A wide variety of images may be found on tamata, with the images capable of multiple interpretations. A heart may symbolize a prayer for love or a heart problem. Eyes may indicate an eye affliction, hands or legs may indicate maladies of the limbs, a pair of wedding crowns may mean a prayer for a happy marriage, a torso for afflictions of the body, and so forth.

Tamata may be bought in shops selling Greek Orthodox religious items, and then hung with a ribbon on a pole or hooks near an icon or shrine of a saint, the act of which is usually accompanied with a prayer, and sometimes with the lighting of a votive candle. The destinations of pilgrimages often include shrines decorated with many tamata.

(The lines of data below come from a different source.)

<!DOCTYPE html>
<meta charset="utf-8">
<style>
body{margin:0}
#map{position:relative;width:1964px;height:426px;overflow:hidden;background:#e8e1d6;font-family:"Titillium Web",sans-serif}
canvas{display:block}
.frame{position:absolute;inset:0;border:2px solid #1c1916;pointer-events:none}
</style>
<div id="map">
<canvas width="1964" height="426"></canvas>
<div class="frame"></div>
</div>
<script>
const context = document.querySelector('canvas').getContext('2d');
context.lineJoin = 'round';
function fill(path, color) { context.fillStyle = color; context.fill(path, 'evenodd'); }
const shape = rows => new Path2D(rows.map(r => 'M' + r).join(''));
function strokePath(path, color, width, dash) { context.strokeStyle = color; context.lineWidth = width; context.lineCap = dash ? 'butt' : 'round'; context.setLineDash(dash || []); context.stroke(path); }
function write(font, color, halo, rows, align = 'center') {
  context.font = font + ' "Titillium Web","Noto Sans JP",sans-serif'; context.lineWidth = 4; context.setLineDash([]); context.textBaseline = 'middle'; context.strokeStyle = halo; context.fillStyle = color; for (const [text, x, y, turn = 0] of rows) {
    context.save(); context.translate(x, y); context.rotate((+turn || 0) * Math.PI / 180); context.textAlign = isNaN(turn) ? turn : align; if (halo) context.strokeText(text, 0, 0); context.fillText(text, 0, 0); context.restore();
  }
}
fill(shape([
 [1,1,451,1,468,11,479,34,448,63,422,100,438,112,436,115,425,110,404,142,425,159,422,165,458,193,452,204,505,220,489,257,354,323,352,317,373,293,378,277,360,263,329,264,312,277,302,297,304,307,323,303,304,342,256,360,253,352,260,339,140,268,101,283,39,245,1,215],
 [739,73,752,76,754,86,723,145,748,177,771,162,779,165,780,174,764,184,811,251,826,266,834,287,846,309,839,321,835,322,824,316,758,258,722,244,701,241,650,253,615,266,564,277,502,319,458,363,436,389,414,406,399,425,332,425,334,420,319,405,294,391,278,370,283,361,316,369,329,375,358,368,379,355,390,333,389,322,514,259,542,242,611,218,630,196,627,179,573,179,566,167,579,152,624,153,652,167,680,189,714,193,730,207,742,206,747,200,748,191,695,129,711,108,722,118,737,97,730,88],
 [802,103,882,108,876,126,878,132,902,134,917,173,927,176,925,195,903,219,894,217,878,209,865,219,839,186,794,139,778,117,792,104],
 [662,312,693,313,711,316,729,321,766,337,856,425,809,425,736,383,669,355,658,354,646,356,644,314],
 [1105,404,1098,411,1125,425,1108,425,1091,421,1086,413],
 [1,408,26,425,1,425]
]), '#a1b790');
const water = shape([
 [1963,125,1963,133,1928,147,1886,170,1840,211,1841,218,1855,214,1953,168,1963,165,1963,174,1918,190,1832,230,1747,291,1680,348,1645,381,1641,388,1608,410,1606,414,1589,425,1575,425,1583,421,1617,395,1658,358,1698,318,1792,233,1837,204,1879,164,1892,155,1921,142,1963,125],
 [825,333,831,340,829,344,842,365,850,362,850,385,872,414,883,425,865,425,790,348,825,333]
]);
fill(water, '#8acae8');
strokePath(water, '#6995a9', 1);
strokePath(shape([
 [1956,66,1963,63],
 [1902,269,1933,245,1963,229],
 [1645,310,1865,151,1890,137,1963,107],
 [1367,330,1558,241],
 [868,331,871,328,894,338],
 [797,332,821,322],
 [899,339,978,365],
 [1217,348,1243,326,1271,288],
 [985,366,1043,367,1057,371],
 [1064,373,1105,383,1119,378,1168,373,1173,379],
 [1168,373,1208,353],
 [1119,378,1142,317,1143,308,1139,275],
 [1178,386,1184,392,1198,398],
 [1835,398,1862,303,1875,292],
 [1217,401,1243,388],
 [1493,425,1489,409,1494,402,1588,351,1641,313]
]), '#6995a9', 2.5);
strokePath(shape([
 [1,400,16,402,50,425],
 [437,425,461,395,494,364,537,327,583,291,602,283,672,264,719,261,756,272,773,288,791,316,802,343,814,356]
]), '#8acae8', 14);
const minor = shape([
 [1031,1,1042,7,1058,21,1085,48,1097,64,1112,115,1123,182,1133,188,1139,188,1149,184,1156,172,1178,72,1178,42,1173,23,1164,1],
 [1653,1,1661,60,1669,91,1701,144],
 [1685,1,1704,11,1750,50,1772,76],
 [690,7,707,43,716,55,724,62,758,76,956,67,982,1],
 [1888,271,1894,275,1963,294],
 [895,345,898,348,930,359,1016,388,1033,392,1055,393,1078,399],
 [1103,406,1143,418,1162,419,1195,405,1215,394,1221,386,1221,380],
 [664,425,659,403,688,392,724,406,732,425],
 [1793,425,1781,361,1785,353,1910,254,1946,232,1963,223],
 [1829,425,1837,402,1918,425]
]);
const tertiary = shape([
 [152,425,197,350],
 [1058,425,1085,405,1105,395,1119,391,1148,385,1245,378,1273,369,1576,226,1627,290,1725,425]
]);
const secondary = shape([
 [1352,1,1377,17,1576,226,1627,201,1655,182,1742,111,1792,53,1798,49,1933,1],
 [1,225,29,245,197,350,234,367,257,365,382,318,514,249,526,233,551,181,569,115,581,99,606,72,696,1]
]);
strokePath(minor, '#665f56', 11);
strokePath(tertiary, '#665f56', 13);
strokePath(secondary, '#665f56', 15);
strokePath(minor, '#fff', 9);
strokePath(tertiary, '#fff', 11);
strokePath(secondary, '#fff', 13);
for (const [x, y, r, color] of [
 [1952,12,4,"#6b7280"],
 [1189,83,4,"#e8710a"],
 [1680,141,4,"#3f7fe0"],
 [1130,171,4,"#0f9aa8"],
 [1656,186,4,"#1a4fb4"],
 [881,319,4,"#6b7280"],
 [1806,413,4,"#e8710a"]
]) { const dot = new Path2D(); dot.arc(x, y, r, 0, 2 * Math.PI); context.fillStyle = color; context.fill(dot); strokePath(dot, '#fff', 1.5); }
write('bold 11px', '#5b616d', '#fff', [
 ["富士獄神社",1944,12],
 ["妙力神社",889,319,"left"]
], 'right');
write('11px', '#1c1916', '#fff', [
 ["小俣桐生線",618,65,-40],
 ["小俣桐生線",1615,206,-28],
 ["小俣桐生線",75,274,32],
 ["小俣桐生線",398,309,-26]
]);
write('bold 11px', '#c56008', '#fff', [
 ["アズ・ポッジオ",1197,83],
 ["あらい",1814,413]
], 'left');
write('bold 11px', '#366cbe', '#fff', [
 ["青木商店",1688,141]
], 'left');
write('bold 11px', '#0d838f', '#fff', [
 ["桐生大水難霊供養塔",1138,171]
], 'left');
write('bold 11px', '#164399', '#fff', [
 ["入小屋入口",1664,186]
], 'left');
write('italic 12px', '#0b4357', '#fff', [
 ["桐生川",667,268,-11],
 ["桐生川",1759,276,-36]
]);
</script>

One of the most famous Orthodox votive offerings is that by John of Damascus. According to tradition, while he was serving as Vizier to the Caliph, he was falsely accused of treachery and his hand was cut off. Upon praying in front of an icon of the Theotokos his hand was miraculously restored. In thanksgiving, he had a silver replica of his hand fashioned and attached it to the icon. This icon, now called "Trojeručica" (The Three-handed) is preserved at Hilandar Monastery on Mount Athos.

Tamata is also found in Italy, particularly in the South. It may be compared to many forms of Roman Catholic votive offerings, such as the Milagros traditionally used for healing purposes and as votive offerings in the Roman Catholic cultures of Mexico, the southern United States, Latin America, and parts of the Iberian Peninsula.